Lamb Chop also displayed her versatility when she ran in the seven-furlong Test Stakes at Saratoga and then the mile and a quarter Alabama in her next start. She was second in both, but did not go down easily in either.
Fresh off her championship season, Lamb Chop took on the best older males in the San Fernando Stakes at Santa Anita in the winter of 1964. She was second to the formidable Gun Bow that day. To give an idea of what an accomplishment that was, Gun Bow would win the equivalent of six Grade 1 races in 1964 and only Kelso denied him a championship.
Tragically, Lamb Chop broke down while attempting to take Gun Bow on again in the Strub Stakes and had to be humanely euthanized.
During her racing career, Lamb Chop won 12 times from 23 starts and was only out of the top three twice, and one of those was when she was fatally injured. That level of consistency is what makes terrific racehorses.

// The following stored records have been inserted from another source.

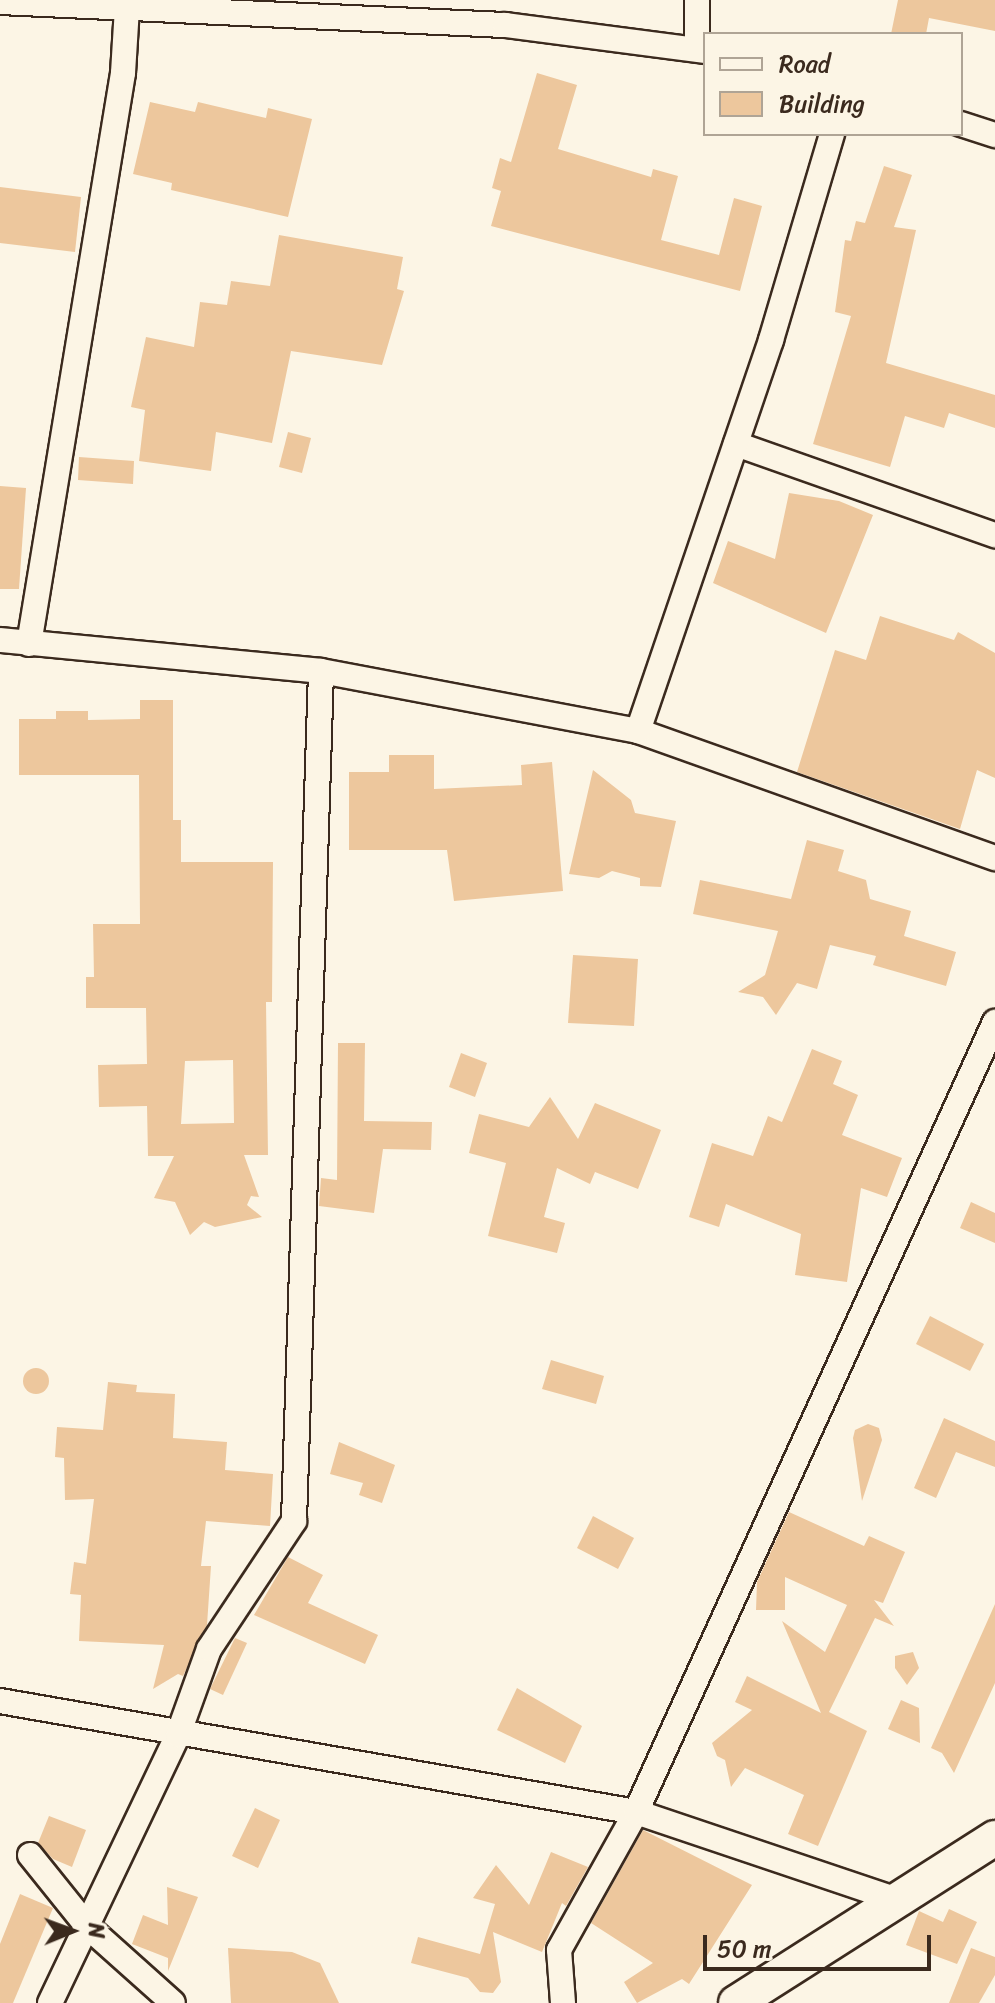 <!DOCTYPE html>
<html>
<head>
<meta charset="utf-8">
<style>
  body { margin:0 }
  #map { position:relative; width:995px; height:2003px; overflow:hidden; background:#fcf5e5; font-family:Sriracha,sans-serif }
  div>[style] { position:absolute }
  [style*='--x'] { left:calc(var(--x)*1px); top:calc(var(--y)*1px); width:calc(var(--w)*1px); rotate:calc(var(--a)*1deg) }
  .building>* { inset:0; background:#edc79d }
  .round { border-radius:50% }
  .roads { filter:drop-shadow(2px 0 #3b2a1e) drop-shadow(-2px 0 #3b2a1e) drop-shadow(0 2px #3b2a1e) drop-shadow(0 -2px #3b2a1e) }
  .street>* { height:24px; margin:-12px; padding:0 12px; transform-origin:12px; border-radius:12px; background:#fcf5e5 }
  .secondary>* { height:34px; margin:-17px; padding:0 17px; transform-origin:17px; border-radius:17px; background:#fcf5e5 }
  span { translate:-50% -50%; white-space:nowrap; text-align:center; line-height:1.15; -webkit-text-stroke:6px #fcf5e5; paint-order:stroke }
  .legend { position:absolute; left:703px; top:32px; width:260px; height:104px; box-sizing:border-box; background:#fcf5e5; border:2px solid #afa495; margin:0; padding:10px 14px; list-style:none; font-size:24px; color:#3b2a1e }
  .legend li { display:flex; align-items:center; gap:16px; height:40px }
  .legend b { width:40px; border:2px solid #afa495 }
  .north { position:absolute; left:32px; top:1891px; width:80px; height:80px; -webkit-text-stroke:6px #fcf5e5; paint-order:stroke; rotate:89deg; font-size:22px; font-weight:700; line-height:32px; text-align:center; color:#3b2a1e }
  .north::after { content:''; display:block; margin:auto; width:28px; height:36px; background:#3b2a1e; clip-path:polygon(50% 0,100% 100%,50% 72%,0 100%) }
  .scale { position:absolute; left:703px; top:1935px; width:228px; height:36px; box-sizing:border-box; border:4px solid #3b2a1e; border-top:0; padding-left:10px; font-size:24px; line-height:28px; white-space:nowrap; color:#3b2a1e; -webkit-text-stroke:6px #fcf5e5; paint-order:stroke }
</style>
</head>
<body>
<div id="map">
  <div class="building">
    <i style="clip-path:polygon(898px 0,995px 0,995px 31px,929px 18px,926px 34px,891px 34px)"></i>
    <i style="clip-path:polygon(537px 73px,577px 85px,558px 149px,651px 177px,653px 169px,678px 176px,661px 240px,719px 255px,734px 198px,762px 206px,740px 291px,491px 226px,501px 191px,492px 188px,500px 158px,511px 162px)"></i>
    <i style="clip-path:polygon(150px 102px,195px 112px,198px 102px,266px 118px,268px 108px,312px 119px,288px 217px,171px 190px,172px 183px,133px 174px)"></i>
    <i style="clip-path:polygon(884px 166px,912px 175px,894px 227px,916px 230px,886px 363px,995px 395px,995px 428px,949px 413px,944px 428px,905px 416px,890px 467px,813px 444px,851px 316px,835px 312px,845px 240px,851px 241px,856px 221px,865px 223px)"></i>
    <i style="clip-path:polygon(0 187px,81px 197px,75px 252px,0 243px)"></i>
    <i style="clip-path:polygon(279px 235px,403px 257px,397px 289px,404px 291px,382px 365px,291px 351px,272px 443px,216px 432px,211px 471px,139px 461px,145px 410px,131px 407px,146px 337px,194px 347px,200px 302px,227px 305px,231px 281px,270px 286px)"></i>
    <i style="clip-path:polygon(288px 432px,311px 438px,302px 473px,279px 467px)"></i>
    <i style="clip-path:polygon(79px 457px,134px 461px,133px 484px,78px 480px)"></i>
    <i style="clip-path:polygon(0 486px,26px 488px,19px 589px,0 589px)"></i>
    <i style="clip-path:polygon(789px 493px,839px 501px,873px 515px,826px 633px,713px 583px,728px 541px,775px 559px)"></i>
    <i style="clip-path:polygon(880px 616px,954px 640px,958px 632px,995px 653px,995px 778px,977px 770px,960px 829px,797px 772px,835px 650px,866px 660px)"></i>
    <i style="clip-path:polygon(evenodd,140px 700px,173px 700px,173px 820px,181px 820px,181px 862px,273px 862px,272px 1002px,266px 1002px,268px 1155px,244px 1155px,259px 1197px,251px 1196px,247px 1205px,262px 1217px,215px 1227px,204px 1222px,190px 1235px,175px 1202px,154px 1198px,174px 1156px,148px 1156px,147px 1106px,99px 1107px,98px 1065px,147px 1064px,146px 1008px,86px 1008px,86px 977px,94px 977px,93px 924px,140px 924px,139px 775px,19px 775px,19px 719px,56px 719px,56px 711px,88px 711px,88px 720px,140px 719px,140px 700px,233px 1060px,234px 1123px,181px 1124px,185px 1061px,233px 1060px)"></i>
    <i style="clip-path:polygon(389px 755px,434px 755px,434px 789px,522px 785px,521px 765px,552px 762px,563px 891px,454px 901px,447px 850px,349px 850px,349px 772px,389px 772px)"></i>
    <i style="clip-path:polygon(593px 770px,631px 800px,635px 813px,676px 821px,661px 887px,640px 886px,640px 878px,612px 871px,599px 878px,569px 874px)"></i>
    <i style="clip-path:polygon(807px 840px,844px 850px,838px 871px,866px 880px,870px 899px,911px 911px,904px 936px,956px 952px,946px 986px,873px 965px,876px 956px,830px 945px,817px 989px,797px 983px,776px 1015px,763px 997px,738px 992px,765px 975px,778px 931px,693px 914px,700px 880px,791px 899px)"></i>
    <i style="clip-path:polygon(573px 955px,638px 959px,634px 1026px,568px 1023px)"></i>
    <i style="clip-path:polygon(338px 1043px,365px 1043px,364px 1121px,432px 1122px,431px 1150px,383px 1149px,374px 1213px,319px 1206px,321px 1178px,337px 1180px)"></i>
    <i style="clip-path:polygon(812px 1049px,842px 1061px,833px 1084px,858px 1095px,842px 1135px,902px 1158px,887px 1197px,861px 1188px,847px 1282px,795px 1275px,801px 1234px,726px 1204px,719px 1227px,689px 1217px,712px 1143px,753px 1156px,768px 1116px,782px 1122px)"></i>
    <i style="clip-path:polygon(461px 1053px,487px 1063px,475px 1097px,449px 1087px)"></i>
    <i style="clip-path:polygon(550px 1097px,578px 1139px,595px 1103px,661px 1130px,638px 1189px,595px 1172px,590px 1184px,557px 1168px,544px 1217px,565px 1223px,557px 1253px,488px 1236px,506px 1163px,469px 1153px,479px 1114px,529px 1127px)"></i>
    <i style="clip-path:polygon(971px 1202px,995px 1213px,995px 1243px,960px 1228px)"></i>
    <i style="clip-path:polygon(930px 1316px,984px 1344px,970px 1371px,916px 1344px)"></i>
    <i style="clip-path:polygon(551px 1360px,604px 1376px,596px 1404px,542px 1389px)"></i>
    <i class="round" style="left:23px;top:1368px;width:26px;height:26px"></i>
    <i style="clip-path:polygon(108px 1382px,137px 1385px,136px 1392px,175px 1394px,173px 1438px,227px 1442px,225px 1470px,273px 1474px,270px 1526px,206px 1521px,201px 1566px,211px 1566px,207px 1625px,183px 1676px,178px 1674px,153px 1689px,164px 1645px,79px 1641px,81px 1595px,70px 1594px,74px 1562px,86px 1564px,94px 1499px,65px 1500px,64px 1458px,55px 1457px,57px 1427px,103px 1430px)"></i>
    <i style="clip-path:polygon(944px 1418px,995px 1441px,995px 1467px,956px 1452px,936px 1498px,914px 1488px)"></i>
    <i style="clip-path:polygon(868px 1424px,879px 1428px,882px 1440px,862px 1501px,853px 1438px,855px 1430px)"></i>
    <i style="clip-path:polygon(339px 1442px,395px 1465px,382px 1503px,359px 1495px,363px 1483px,330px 1474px)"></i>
    <i style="clip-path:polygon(789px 1512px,864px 1546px,869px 1536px,905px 1552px,883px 1603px,874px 1600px,894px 1626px,875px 1618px,829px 1712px,867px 1731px,818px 1846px,788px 1834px,804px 1795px,745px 1768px,731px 1787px,725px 1760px,717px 1756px,712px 1743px,752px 1710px,735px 1702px,747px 1676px,821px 1713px,782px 1621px,825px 1652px,847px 1605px,785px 1577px,785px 1610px,756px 1610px,757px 1582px)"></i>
    <i style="clip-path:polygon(593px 1516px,634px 1538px,618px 1569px,577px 1548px)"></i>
    <i style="clip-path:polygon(288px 1557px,323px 1575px,308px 1603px,378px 1635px,365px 1664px,254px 1615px)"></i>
    <i style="clip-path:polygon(995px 1604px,995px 1683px,954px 1773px,942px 1753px,931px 1748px)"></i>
    <i style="clip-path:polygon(235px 1638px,247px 1643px,223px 1695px,210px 1689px)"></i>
    <i style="clip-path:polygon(913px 1652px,919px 1668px,907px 1685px,895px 1668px,895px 1656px)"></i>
    <i style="clip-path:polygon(517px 1688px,582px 1726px,565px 1763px,497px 1730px)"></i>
    <i style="clip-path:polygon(901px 1700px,919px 1708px,920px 1743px,888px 1729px)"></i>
    <i style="clip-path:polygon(255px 1808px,280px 1820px,258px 1868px,232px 1856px)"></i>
    <i style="clip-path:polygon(49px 1816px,86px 1830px,72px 1867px,53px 1859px,38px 1843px)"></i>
    <i style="clip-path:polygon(643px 1830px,752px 1885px,689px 1984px,682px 1979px,637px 2003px,624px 1982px,653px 1963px,591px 1923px)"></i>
    <i style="clip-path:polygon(551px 1852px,588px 1867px,566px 1906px,562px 1903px,542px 1952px,493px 1932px,501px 1982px,493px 1993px,480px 1992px,468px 1978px,411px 1963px,418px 1937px,480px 1954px,495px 1904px,473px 1898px,496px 1865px,529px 1905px)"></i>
    <i style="clip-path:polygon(167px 1887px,198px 1897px,168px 1971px,168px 1958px,132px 1944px,143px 1915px,168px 1925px)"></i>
    <i style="clip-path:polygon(20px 1894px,53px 1908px,13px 2003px,0 2003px,0 1944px)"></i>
    <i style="clip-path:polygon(949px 1909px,977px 1922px,957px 1964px,906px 1945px,919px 1911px,943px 1922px)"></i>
    <i style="clip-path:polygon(228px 1948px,292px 1952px,320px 1963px,339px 2003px,231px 2003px)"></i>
    <i style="clip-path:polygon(971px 1948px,995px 1957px,995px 1975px,979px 2003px,949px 2003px)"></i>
  </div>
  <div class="roads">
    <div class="street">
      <i style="--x:697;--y:0;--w:49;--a:90"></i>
      <i style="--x:0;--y:2;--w:506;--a:2.61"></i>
      <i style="--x:505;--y:25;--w:202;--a:7.4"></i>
      <i style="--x:961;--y:124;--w:36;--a:18"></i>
      <i style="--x:736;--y:444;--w:275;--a:19.4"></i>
      <i style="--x:0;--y:640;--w:322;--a:5.5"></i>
      <i style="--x:321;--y:671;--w:323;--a:10.7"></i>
      <i style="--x:638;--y:731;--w:379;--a:19.6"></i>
      <i style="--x:29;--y:644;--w:579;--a:-80.65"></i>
      <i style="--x:123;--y:73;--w:65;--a:-86.5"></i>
      <i style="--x:638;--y:731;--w:413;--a:-71.2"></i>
      <i style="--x:771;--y:340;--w:215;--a:-73.5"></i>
      <i style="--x:0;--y:1701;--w:646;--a:9.9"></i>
      <i style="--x:636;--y:1812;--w:276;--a:18.6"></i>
      <i style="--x:30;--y:1855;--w:91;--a:51.2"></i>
      <i style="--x:87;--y:1926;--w:115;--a:41.8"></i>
      <i style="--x:50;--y:2003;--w:297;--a:-64.5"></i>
      <i style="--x:178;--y:1735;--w:91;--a:-70.2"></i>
      <i style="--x:209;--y:1649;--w:154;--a:-56.4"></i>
      <i style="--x:294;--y:1521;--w:850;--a:-88.18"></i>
      <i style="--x:563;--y:2003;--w:53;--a:-94.3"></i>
      <i style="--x:559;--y:1950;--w:158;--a:-60.8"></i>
      <i style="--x:636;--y:1812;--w:868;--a:-65.56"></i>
    </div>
    <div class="secondary">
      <i style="--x:736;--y:2003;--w:307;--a:-32.5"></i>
    </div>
  </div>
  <ul class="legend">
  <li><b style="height:10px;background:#fcf5e5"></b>Road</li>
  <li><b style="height:22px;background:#edc79d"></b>Building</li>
  </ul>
  <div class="north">N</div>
  <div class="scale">50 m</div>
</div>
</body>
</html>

Over twenty years ago, I wrote an article on Lamb Chop and published in the old SPUR magazine. I had been fascinated by Lamb Chop ever since I purchased an original oil painting of her by Nancy Beldon at an antique shop over 30 years ago.
I even spoke to Lamb Chop's owner, William Haggin Perry by phone shortly before his death in 1993. He told me stories of her beauty, her personality, her courage, and his hope that she would one day be able to join Gamely, his other great filly by Bold Ruler, in the Hall of Fame. He even mailed me a photo of his own oil painting of Lamb Chop, done by Milton Menasco. Mr. Perry was such a gentleman, in ill health but happily talking to a young (back then) horse-crazy woman, sharing his memories of a filly I had never seen race (being a toddler at the time), but nonetheless was captivated by her.
Today, Lamb Chop is all but forgotten, except maybe as a trivia question as to who was the first champion sired by Bold Ruler. Lamb Chop does not rest under green grass and flowers as does Ruffian and Go For Wand. Lamb Chop's grave is located on the Santa Anita backstretch, out of sight from racetrack visitors. She, along with Roving Boy and Quicken Tree, lie under old, worn, and faded Astro-turf, with a water pump and track equipment nearby. I did get to see her grave many years ago, when on a dark day, I just drove to the track and begged a security guard to let me visit it. Since I was a harmless, horse-crazy woman, he kindly took me to see the graves.
Lamb Chop was a terrific champion. She deserves to have her racetrack accomplishments recognized with enshrinement in the Hall of Fame and I hope her day comes someday soon.
Elizabeth Martiniak, Janesville, Wisc.